◆ **Stored data entries**:
[Start of section]

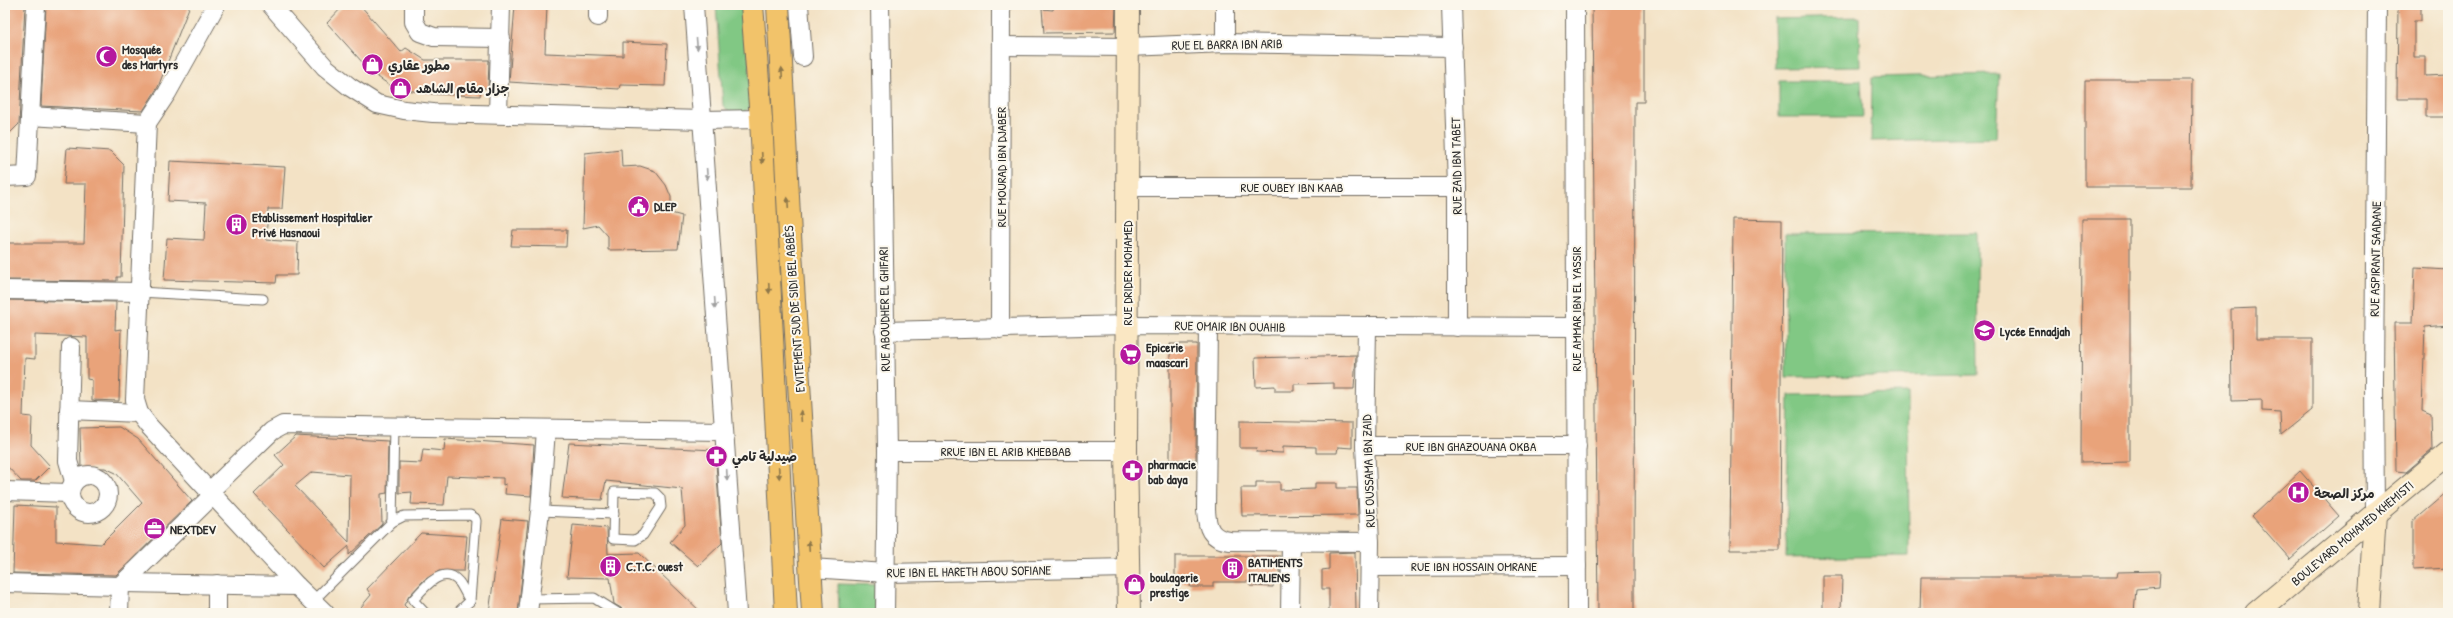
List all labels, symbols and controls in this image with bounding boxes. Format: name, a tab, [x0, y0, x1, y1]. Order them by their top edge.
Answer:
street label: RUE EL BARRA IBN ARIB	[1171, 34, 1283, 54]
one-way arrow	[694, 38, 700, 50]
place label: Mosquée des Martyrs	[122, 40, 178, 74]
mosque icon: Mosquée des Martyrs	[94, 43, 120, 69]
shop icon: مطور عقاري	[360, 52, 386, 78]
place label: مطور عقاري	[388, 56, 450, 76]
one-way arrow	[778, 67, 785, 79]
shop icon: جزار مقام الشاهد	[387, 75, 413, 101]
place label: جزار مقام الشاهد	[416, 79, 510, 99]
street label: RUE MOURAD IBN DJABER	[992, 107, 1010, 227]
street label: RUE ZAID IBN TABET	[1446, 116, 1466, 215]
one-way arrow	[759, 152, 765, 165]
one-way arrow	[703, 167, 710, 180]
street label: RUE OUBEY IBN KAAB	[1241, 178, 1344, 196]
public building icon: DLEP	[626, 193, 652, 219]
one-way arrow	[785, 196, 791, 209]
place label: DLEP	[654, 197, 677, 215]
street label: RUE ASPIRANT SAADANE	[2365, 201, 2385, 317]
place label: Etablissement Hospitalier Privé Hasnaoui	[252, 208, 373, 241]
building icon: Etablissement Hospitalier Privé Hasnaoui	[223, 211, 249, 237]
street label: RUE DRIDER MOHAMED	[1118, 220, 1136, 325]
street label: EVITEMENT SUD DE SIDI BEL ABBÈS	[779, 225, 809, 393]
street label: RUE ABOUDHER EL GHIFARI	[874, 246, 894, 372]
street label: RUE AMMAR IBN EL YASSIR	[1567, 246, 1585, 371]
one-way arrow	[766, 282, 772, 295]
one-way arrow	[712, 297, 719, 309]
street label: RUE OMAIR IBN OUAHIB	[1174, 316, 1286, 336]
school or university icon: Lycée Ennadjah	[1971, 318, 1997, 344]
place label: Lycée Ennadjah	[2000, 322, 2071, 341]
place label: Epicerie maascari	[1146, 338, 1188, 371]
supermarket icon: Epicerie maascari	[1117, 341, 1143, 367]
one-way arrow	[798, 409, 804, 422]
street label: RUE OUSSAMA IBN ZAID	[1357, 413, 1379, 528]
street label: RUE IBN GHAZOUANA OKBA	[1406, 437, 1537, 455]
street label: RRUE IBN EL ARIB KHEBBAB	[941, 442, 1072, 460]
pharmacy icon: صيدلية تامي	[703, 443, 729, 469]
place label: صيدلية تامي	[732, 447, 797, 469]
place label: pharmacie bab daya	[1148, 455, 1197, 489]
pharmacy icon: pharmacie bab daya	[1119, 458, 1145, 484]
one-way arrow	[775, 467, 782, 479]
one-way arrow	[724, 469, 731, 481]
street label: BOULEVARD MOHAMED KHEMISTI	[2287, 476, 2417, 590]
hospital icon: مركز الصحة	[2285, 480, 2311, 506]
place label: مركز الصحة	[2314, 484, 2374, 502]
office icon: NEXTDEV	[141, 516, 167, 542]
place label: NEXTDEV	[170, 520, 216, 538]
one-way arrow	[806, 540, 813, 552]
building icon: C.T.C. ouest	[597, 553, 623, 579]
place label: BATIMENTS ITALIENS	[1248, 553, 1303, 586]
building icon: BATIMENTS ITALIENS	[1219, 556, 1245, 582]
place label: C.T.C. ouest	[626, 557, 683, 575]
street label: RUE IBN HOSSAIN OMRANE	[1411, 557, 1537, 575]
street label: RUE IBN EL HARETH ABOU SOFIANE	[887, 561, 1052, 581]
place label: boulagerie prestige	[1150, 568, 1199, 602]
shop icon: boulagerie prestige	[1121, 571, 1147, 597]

[End of section]

◆ **Instructions for the task**:
Return every line above that contains the word "مركز".

◆ **Output for this task**:
hospital icon: مركز الصحة	[2285, 480, 2311, 506]
place label: مركز الصحة	[2314, 484, 2374, 502]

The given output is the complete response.